Clarity Gate v2.1
Purpose: Pre-ingestion verification system that enforces epistemic quality before documents enter RAG knowledge bases. Produces Clarity-Gated Documents (CGD) compliant with the Clarity Gate Format Specification v2.1.
Core Question: "If another LLM reads this document, will it mistake assumptions for facts?"
Core Principle: "Detection finds what is; enforcement ensures what should be. In practice: find the missing uncertainty markers before they become confident hallucinations."
What's New in v2.1
| Feature | Description |
|---|---|
| Claim Completion Status | PENDING/VERIFIED determined by field presence (no explicit status field) |
| Source Field Semantics | Actionable source (PENDING) vs. what-was-found (VERIFIED) |
| Claim ID Format Guidance | Hash-based IDs preferred, collision analysis for scale |
| Body Structure Requirements | HITL Verification Record section mandatory when claims exist |
| New Validation Codes | E-ST10, W-ST11, W-HC01, W-HC02, E-SC06 (FORMAT_SPEC); E-TB01-07 (SOT validation) |
| Bundled Scripts | claim_id.py and document_hash.py for deterministic computations |
Specifications
This skill implements and references:
| Specification | Version | Location |
|---|---|---|
| Clarity Gate Format (Unified) | v2.1 | docs/CLARITY_GATE_FORMAT_SPEC.md |
Note: v2.0 unifies CGD and SOT into a single .cgd.md format.
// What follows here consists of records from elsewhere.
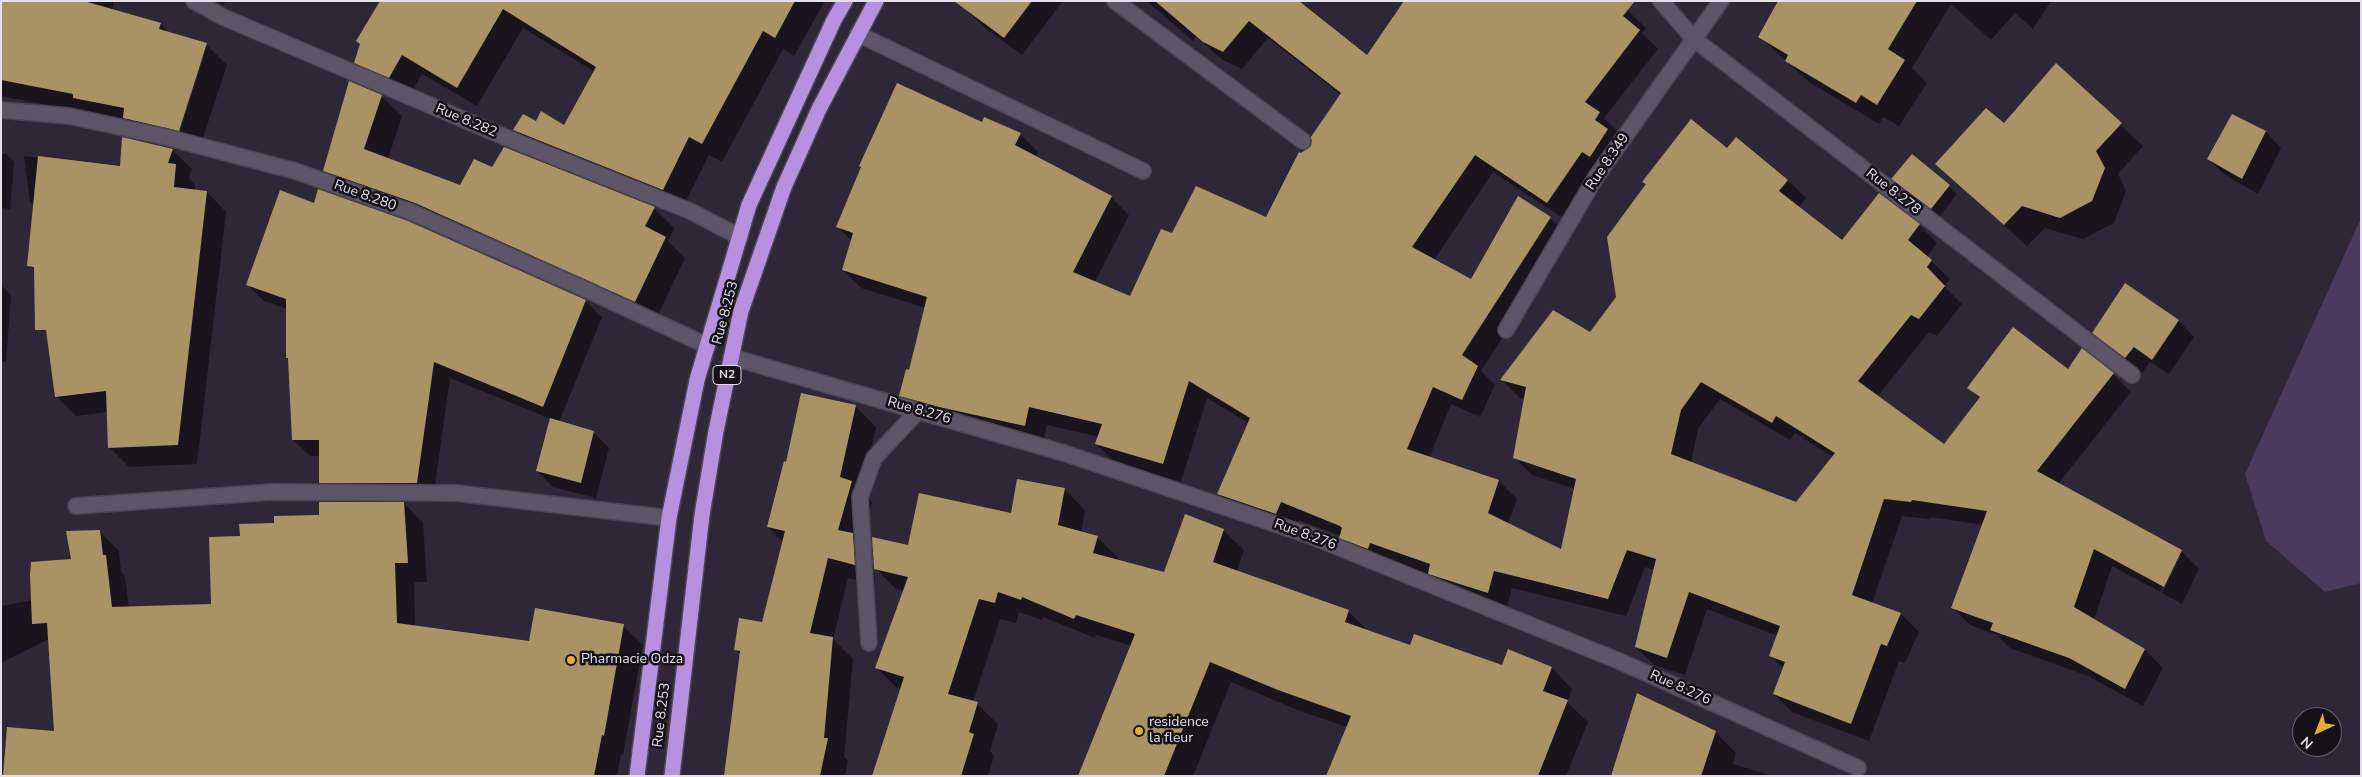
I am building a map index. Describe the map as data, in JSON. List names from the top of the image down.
{
  "streets": {
    "highway": ["Rue 8.253", "N2"],
    "street": [
      "Rue 8.282",
      "Rue 8.349",
      "Rue 8.278",
      "Rue 8.280",
      "Rue 8.276"
    ]
  },
  "crossings": [
    ["Rue 8.282", "Rue 8.253"],
    ["Rue 8.349", "Rue 8.278"],
    ["Rue 8.280", "Rue 8.253"],
    ["Rue 8.253", "Rue 8.276"]
  ],
  "places": ["Pharmacie Odza", "residence la fleur"],
  "north": "bottom left"
}
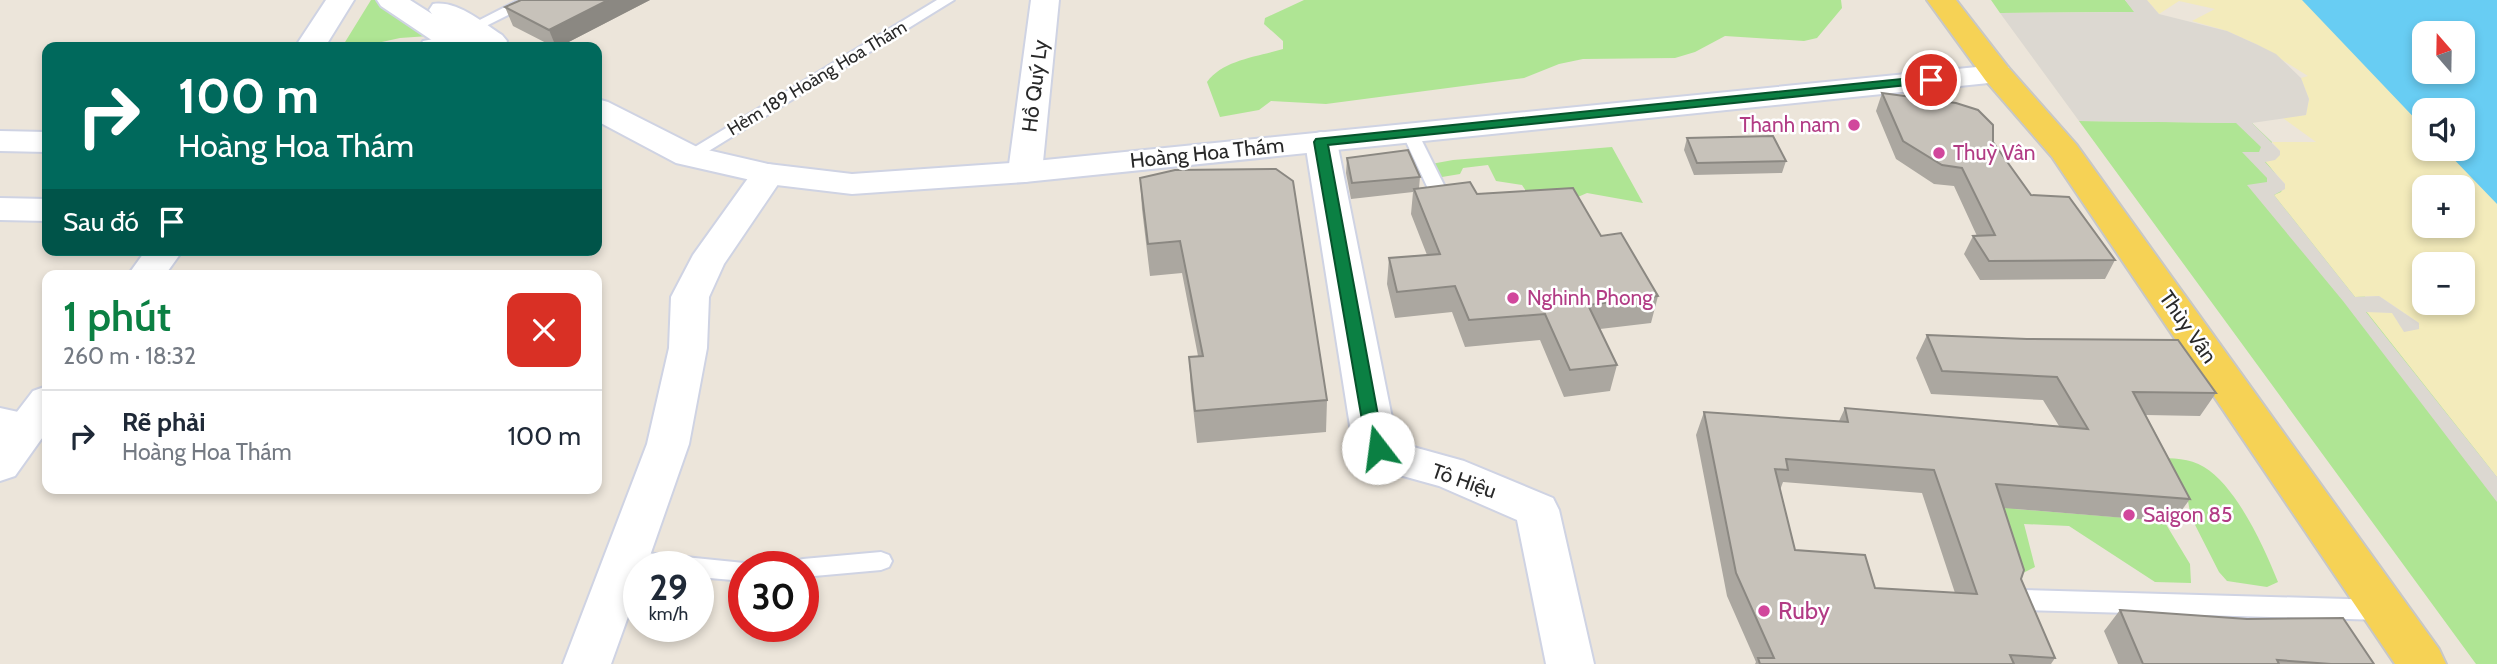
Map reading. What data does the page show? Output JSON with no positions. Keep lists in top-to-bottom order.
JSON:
{
  "streets": {
    "main road": ["Thùy Vân"],
    "street": ["Hồ Quý Ly", "Hoàng Hoa Thám", "Tô Hiệu"],
    "lane": ["Hẻm 189 Hoàng Hoa Thám"]
  },
  "crossings": [
    ["Hẻm 189 Hoàng Hoa Thám", "Hoàng Hoa Thám"],
    ["Hồ Quý Ly", "Hoàng Hoa Thám"],
    ["Hoàng Hoa Thám", "Thùy Vân"],
    ["Hoàng Hoa Thám", "Tô Hiệu"]
  ],
  "places": [
    "Thanh nam",
    "Thuỳ Vân",
    "Nghinh Phong",
    "Saigon 85",
    "Ruby"
  ],
  "north": "top",
  "page": {
    "map_buttons": ["+", "−"],
    "turn": ["100 m", "Hoàng Hoa Thám"],
    "then": "Sau đó",
    "heading": ["1 phút", "260 m · 18:32"],
    "list": [
      {
        "name": "Rẽ phải",
        "note": "Hoàng Hoa Thám",
        "value": "100 m"
      }
    ],
    "speed": "29 km/h",
    "limit": "30"
  }
}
SOT is now a CGD with an optional tier: block.
Validation Codes
Clarity Gate defines validation codes for structural and semantic checks per FORMAT_SPEC v2.1:
HITL Claim Validation (§1.3.2-1.3.3)
| Code | Check | Severity |
|---|---|---|
| W-HC01 | Partial confirmed-by/confirmed-date fields | WARNING |
| W-HC02 | Vague source (e.g., "industry reports", "TBD") | WARNING |
| E-SC06 | Schema error in hitl-claims structure | ERROR |
Body Structure (§1.2.1)
| Code | Check | Severity |
|---|---|---|
| E-ST10 | Missing ## HITL Verification Record when claims exist | ERROR |
| W-ST11 | Table rows don't match hitl-claims count | WARNING |
SOT Table Validation (§3.1)
| Code | Check | Severity |
|---|---|---|
| E-TB01 | No ## Verified Claims section | ERROR |
| E-TB02 | Table has no data rows | ERROR |
| E-TB03 | Required columns missing | ERROR |
| E-TB04 | Column order wrong | ERROR |
| E-TB05 | Empty cell in required column | ERROR |
| E-TB06 | Invalid date format in Verified column | ERROR |
| E-TB07 | Verified date in future (beyond 24h grace) | ERROR |
Note: Additional validation codes may be defined in RFC-001 (clarification document) but are not part of the normative FORMAT_SPEC.
Bundled Scripts
This skill includes Python scripts for deterministic computations per FORMAT_SPEC.
scripts/claim_id.py
Computes stable, hash-based claim IDs for HITL tracking (per §1.3.4).
# Generate claim ID
python scripts/claim_id.py "Base price is $99/mo" "api-pricing/1"
# Output: claim-75fb137a
# Run test vectors
python scripts/claim_id.py --test
Algorithm:
- Normalize text (strip + collapse whitespace)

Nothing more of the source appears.